*Task*
Return the lines below that contain the word "serif".
++++++++++++++++++++
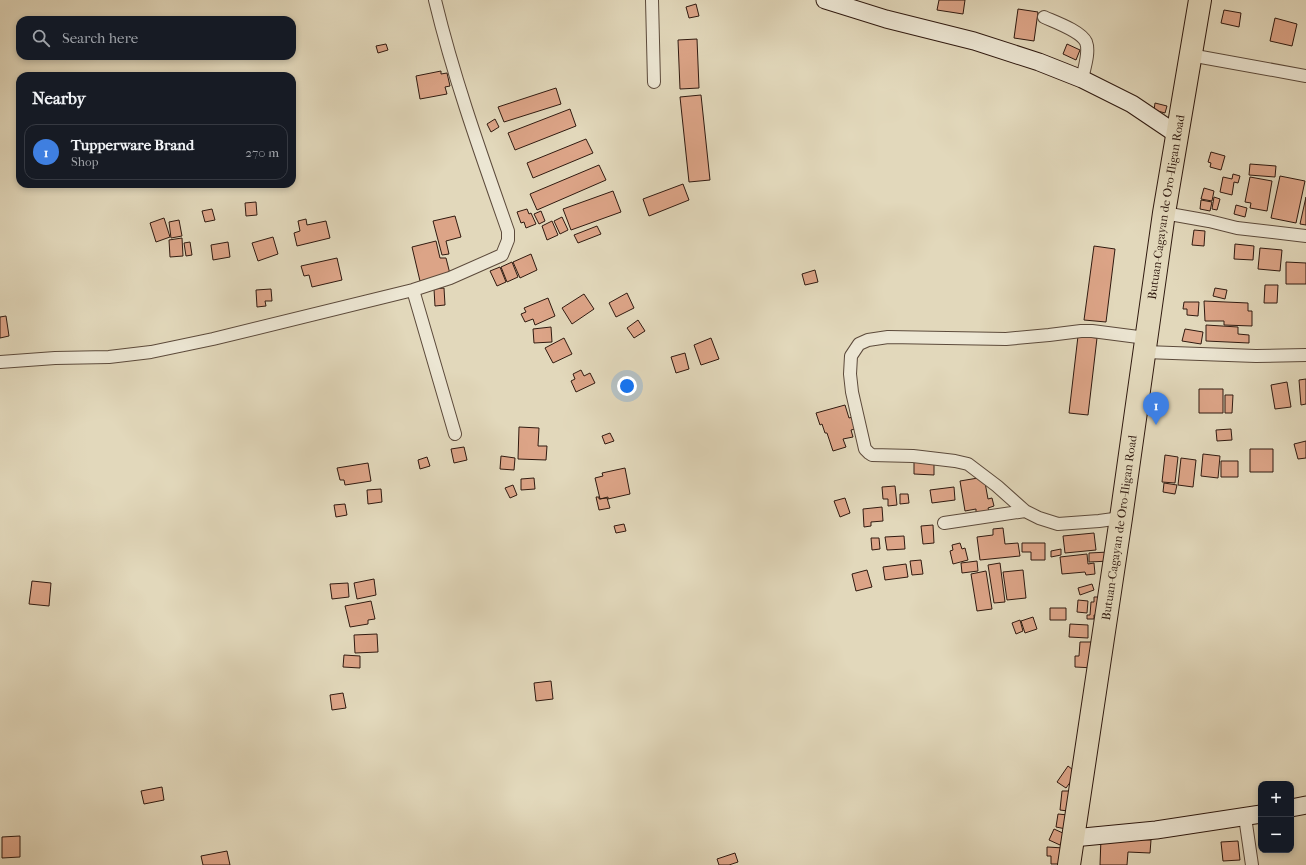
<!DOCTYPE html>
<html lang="en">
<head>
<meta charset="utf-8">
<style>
  :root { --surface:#171b24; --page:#242831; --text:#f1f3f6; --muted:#9ea1a6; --line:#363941; --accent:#c59692 }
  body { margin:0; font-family:"IM FELL French Canon",serif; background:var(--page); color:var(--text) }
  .controls { position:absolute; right:12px; bottom:12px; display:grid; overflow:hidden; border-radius:8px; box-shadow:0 2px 6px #0003 }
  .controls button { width:36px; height:36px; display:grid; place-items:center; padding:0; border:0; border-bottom:1px solid var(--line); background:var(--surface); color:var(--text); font:20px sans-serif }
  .you { position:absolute; left:627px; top:386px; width:14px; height:14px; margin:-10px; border:3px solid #fff; border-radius:50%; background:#1a73e8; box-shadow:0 0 0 6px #1a73e833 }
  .badge { display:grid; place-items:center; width:26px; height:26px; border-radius:50%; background:var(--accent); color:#fff; font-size:13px; font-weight:700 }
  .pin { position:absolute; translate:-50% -33px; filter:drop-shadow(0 1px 2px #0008) }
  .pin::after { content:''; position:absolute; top:21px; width:14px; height:12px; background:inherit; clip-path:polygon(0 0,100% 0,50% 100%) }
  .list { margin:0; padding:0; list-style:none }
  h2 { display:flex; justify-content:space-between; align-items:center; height:52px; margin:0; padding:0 16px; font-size:17px }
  h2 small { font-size:13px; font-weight:400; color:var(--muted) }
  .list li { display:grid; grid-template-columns:26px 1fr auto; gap:12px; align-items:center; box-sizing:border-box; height:56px; margin:0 8px 8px; padding:0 8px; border:1px solid var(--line); border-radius:12px }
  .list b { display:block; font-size:15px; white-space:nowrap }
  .list p { margin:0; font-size:13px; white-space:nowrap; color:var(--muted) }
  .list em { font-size:13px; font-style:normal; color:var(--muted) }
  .icon { flex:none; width:22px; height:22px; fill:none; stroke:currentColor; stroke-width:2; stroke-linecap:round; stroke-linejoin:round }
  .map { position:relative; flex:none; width:1306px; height:865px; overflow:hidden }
  .search { position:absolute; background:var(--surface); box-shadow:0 2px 6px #0003; left:16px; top:16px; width:280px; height:44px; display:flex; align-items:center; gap:10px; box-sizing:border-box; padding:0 14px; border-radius:12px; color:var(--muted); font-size:15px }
  .panel { position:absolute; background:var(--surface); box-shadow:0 2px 6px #0003; left:16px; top:72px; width:280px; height:116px; border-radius:12px }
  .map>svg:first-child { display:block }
</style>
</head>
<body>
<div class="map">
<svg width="1306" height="865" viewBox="0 0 1306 865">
  <rect width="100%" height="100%" fill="#e2d8bb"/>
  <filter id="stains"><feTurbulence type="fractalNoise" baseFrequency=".005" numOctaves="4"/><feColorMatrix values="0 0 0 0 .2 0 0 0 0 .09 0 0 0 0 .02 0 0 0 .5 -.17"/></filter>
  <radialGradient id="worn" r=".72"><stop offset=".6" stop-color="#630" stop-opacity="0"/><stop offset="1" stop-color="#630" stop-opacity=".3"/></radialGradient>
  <!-- building -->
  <path fill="#dca487" stroke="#301a10" d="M 939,0 L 965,0 L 963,14 L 937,10 Z
    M 696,4 L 699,16 L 689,18 L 686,7 Z
    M 1018,9 L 1038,12 L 1034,41 L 1014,38 Z
    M 1224,10 L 1241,13 L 1239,27 L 1221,23 Z
    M 1275,18 L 1297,24 L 1292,46 L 1270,41 Z
    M 697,39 L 699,88 L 680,89 L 678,40 Z
    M 386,44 L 388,50 L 378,53 L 376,46 Z
    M 1067,44 L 1080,50 L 1076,60 L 1063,54 Z
    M 441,71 L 441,74 L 447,73 L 450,86 L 445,87 L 447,94 L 420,99 L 416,76 Z
    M 556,88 L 561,104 L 504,122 L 498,107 Z
    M 701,95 L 710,180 L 689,182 L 680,97 Z
    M 1155,103 L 1167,106 L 1165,113 L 1154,110 Z
    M 570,109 L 576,126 L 515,150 L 508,133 Z
    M 495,119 L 499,127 L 491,132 L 487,124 Z
    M 586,139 L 593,153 L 533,178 L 527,163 Z
    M 1211,152 L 1225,156 L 1221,170 L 1210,167 L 1211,163 L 1208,162 Z
    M 1250,164 L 1276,166 L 1275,177 L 1249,175 Z
    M 599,165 L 606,180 L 537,210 L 530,194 Z
    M 1233,174 L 1240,176 L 1238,183 L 1234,182 L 1232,195 L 1220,192 L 1223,177 L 1232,179 Z
    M 1280,176 L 1305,181 L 1296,223 L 1271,218 Z
    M 1250,177 L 1272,181 L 1267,211 L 1250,208 L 1251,203 L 1245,202 Z
    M 683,184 L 689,200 L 649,216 L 643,199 Z
    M 1204,188 L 1214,191 L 1212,201 L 1201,199 Z
    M 613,191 L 621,212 L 571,230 L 563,209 Z
    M 1214,197 L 1220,199 L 1217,210 L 1212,209 Z
    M 1306,197 L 1306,225 L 1300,224 Z
    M 1201,200 L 1212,202 L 1210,211 L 1200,209 Z
    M 256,202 L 257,215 L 246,216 L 245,203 Z
    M 1236,205 L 1247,208 L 1245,217 L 1234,214 Z
    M 212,209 L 215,220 L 205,222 L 202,211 Z
    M 527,209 L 529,214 L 531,213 L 536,224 L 526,228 L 524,222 L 521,223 L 517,212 Z
    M 541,211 L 545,221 L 539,224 L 534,214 Z
    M 455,216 L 461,237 L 446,241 L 449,254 L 442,255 L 433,221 Z
    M 562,217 L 568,230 L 560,234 L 554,221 Z
    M 164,218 L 170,237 L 156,242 L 150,223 Z
    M 306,219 L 307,225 L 326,221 L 330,238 L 297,246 L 294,233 L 300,231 L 298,221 Z
    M 179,220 L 182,236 L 171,238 L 169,222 Z
    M 552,221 L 558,235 L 547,240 L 542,226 Z
    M 597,226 L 601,234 L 578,243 L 574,235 Z
    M 1194,230 L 1205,231 L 1204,246 L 1192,245 Z
    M 273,237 L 278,254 L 258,261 L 252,243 Z
    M 182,238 L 183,256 L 170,257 L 169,240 Z
    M 436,241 L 440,258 L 446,258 L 450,274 L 420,281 L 412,247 Z
    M 190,242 L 192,255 L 186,256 L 184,243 Z
    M 228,242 L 230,257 L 213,260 L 211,245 Z
    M 1235,244 L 1254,246 L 1253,260 L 1234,259 Z
    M 1094,246 L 1115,249 L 1106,322 L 1084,320 Z
    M 1260,248 L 1282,250 L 1280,271 L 1258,269 Z
    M 531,254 L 537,270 L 520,278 L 513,262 Z
    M 337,258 L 342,280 L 312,287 L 309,275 L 304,276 L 301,266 Z
    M 512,262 L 518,277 L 507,282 L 501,267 Z
    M 1286,262 L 1306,263 L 1306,284 L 1286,284 Z
    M 500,267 L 506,282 L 497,286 L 490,271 Z
    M 815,270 L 818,282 L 805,285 L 802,274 Z
    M 1265,285 L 1278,285 L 1277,303 L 1264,303 Z
    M 444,288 L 445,305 L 435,306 L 434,289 Z
    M 1215,288 L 1227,290 L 1225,299 L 1213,296 Z
    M 271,289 L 272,301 L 265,301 L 266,306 L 257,307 L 256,290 Z
    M 627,293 L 634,308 L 616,317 L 609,303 Z
    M 584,294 L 594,309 L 572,324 L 562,308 Z
    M 548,298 L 555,316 L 535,325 L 533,319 L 525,322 L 521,314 L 526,312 L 524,308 Z
    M 1204,301 L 1248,303 L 1248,311 L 1252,311 L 1252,326 L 1224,325 L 1224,321 L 1205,321 Z
    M 1184,302 L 1199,302 L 1198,316 L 1187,315 L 1187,309 L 1183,309 Z
    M 6,316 L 9,336 L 0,338 L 0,317 Z
    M 638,320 L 645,331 L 634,338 L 627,328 Z
    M 1206,325 L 1238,327 L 1238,334 L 1249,335 L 1249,343 L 1206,341 Z
    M 551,327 L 552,342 L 534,343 L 533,329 Z
    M 1185,329 L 1203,332 L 1201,344 L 1182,341 Z
    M 1078,336 L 1097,338 L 1088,415 L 1069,413 Z
    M 564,338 L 572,354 L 553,363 L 545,348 Z
    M 711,338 L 719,359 L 701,365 L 694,345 Z
    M 685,353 L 689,369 L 676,373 L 671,357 Z
    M 581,370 L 584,376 L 590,373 L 595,383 L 576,392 L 571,381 L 575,379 L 573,374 Z
    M 1306,379 L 1306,404 L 1301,405 L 1299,380 Z
    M 1287,382 L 1291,407 L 1275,409 L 1271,385 Z
    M 1199,389 L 1223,389 L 1223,413 L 1199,413 Z
    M 1225,395 L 1233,395 L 1232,413 L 1225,413 Z
    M 845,405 L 849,418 L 856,416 L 859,428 L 851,430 L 853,437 L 843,439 L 846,447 L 833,451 L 827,433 L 825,433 L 822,424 L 820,425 L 816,413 Z
    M 519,427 L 539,428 L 538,446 L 547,446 L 546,460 L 518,459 Z
    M 1231,429 L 1232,440 L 1217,441 L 1216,430 Z
    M 610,433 L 614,441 L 605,444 L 602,436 Z
    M 1306,441 L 1306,458 L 1298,459 L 1294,444 Z
    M 464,447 L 467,460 L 454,463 L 451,449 Z
    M 1250,449 L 1273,449 L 1273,472 L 1250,472 Z
    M 1203,454 L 1220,456 L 1218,478 L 1201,476 Z
    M 1165,455 L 1178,457 L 1175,483 L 1162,482 Z
    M 501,456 L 515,458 L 514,470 L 500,469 Z
    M 427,457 L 430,466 L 420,469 L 418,460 Z
    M 1181,458 L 1196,460 L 1193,487 L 1178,485 Z
    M 914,461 L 934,461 L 934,475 L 914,474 Z
    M 1221,461 L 1238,461 L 1238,477 L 1221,477 Z
    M 368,463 L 371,481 L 345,485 L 344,480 L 340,480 L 337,468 Z
    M 625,468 L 630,494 L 608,499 L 608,497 L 600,499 L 595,478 L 603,476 L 602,473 Z
    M 984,477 L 988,499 L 992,498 L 994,506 L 988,508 L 989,511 L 976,513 L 976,509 L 965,511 L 960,481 Z
    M 534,478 L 535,489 L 521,490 L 521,479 Z
    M 1164,483 L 1177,485 L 1175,494 L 1163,492 Z
    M 513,485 L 517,495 L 510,498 L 505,488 Z
    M 895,486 L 897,505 L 888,506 L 888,499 L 883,499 L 882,487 Z
    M 954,487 L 955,500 L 932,503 L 930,490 Z
    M 381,489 L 382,502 L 368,504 L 367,490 Z
    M 900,494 L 908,494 L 909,503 L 900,504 Z
    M 596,497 L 599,497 L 599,499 L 607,498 L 610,508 L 599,510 Z
    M 845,498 L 850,513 L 840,517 L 834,501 Z
    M 345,504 L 347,515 L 336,517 L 334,505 Z
    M 882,507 L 883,521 L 871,522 L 871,526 L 864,527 L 863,509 Z
    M 624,524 L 626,531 L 616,533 L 614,526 Z
    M 933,525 L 934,543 L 923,544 L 921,526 Z
    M 1003,528 L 1005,544 L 1018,543 L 1020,556 L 980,560 L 977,537 L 993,535 L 993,529 Z
    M 1094,533 L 1096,550 L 1065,553 L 1063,536 Z
    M 904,536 L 905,549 L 887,550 L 885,537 Z
    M 871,538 L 879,538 L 880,549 L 872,550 Z
    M 960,543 L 962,549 L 965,548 L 968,560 L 953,564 L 950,551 L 953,550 L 952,545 Z
    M 1022,543 L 1045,543 L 1045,560 L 1031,560 L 1031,552 L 1022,552 Z
    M 1061,549 L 1061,555 L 1051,557 L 1051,551 Z
    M 1109,552 L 1110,561 L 1089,562 L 1089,553 Z
    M 1087,554 L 1088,564 L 1094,563 L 1095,574 L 1086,575 L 1085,572 L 1062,574 L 1060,557 Z
    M 921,560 L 923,574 L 912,575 L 910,561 Z
    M 977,561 L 978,571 L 962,573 L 961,563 Z
    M 1000,563 L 1005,602 L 994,603 L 988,565 Z
    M 906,564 L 908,577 L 885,580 L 883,567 Z
    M 867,570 L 872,587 L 856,591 L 852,574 Z
    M 1023,570 L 1026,598 L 1007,600 L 1003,572 Z
    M 986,571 L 992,609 L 977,611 L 971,574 Z
    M 374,579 L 376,595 L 357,599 L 354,583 Z
    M 32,581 L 51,583 L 49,606 L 29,604 Z
    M 348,583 L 349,597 L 332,599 L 330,584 Z
    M 1092,584 L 1094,590 L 1080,595 L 1078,588 Z
    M 1094,597 L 1104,597 L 1099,615 L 1094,615 L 1094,619 L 1087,619 L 1087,615 L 1090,615 L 1091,602 L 1094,602 Z
    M 1078,600 L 1088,601 L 1087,613 L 1077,612 Z
    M 371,601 L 375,619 L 368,620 L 368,624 L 350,627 L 345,606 Z
    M 1050,608 L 1066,608 L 1066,620 L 1050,620 Z
    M 1033,617 L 1037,629 L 1025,633 L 1021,621 Z
    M 1020,620 L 1023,631 L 1016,634 L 1012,623 Z
    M 1070,624 L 1088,625 L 1088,638 L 1069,637 Z
    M 377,634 L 378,652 L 355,653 L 354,635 Z
    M 1080,642 L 1092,642 L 1095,668 L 1075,667 L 1075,656 L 1079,656 Z
    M 344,655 L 360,656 L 360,668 L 343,667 Z
    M 551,681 L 553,699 L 536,701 L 534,683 Z
    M 343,693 L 346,708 L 332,710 L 330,695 Z
    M 1068,766 L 1077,773 L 1066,788 L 1057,782 Z
    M 162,787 L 164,800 L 144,804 L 141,791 Z
    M 1062,791 L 1070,791 L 1068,811 L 1060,810 Z
    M 1058,814 L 1068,815 L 1066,829 L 1056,827 Z
    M 1054,829 L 1065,834 L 1060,845 L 1049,840 Z
    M 20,836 L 20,857 L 2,858 L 2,837 Z
    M 1101,838 L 1151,840 L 1150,853 L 1128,852 L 1127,865 L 1100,865 Z
    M 1238,841 L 1240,860 L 1223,861 L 1221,842 Z
    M 1047,847 L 1064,848 L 1064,864 L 1051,864 L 1051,856 L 1047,856 Z
    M 227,851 L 230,865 L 203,865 L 201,856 Z
    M 735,853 L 738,862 L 729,865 L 719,865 L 717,859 Z"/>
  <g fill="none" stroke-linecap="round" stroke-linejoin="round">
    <defs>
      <path id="street" d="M 652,0 L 654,82
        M 1044,17 C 1055,22 1081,31 1086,42 C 1090,52 1084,69 1082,79
        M 1190,55 L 1306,76
        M 1164,213 L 1209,221 L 1237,228 L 1306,236
        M 413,290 L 455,434
        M 1145,352 L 1256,356 L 1306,355
        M 0,362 L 55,358 L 109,357 L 151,352 L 213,339 L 413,290 L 450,278 L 502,255 L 508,240 L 508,231 C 481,154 454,79 435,0
        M 1121,518 L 1099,521 L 1058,524 L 1039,518 L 1025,511 L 997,486 L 968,464 L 955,461 L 913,456 L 872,455 L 869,453 L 865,449 L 852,392 L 850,374 L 851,356 L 859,344 L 868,340 L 888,337 L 1006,339 L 1049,335 L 1081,331 L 1092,331 L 1146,338
        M 944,523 L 1025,511
        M 1245,817 L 1252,865"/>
      <path id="secondary" d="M 825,0 L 886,19 L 974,41 L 1039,62 L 1082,79 L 1132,104 L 1178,135
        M 1291,808 L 1306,805
        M 1073,838 L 1156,830 L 1261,814"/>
      <g id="highway">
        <path id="s1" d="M 1069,865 L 1121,518 L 1164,213 L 1200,0"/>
      </g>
    </defs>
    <!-- street casing -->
    <use href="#street" stroke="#5c4a3b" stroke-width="14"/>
    <!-- secondary casing -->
    <use href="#secondary" stroke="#301a10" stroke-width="19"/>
    <!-- highway casing -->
    <use href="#highway" stroke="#301a10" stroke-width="24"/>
    <!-- street -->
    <use href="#street" stroke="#ece6d3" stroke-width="12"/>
    <!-- secondary -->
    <use href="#secondary" stroke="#ece6d3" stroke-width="17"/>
    <!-- highway -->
    <use href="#highway" stroke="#e2d8bb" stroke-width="22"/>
  </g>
  <g text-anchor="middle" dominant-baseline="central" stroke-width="3" stroke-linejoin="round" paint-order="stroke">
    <!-- street labels -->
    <g font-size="12" fill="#301a10" stroke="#ece6d3">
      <text stroke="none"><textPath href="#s1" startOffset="665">Butuan-Cagayan de Oro-Iligan Road</textPath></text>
      <text stroke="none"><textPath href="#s1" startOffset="341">Butuan-Cagayan de Oro-Iligan Road</textPath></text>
    </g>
  </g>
  <rect width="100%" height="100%" filter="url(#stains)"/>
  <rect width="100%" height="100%" fill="url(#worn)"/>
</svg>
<div class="controls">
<button>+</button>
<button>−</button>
</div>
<div class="you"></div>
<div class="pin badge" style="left:1156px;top:425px;background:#3f7fe0">1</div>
<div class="search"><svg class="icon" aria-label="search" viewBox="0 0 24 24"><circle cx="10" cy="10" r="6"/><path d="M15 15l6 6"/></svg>Search here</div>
<section class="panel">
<h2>Nearby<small></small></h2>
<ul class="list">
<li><span class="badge" style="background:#3f7fe0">1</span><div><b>Tupperware Brand</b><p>Shop</p></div><em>270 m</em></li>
</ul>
</section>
</div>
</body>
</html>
++++++++++++++++++++
*Written answer*
  body { margin:0; font-family:"IM FELL French Canon",serif; background:var(--page); color:var(--text) }
  .controls button { width:36px; height:36px; display:grid; place-items:center; padding:0; border:0; border-bottom:1px solid var(--line); background:var(--surface); color:var(--text); font:20px sans-serif }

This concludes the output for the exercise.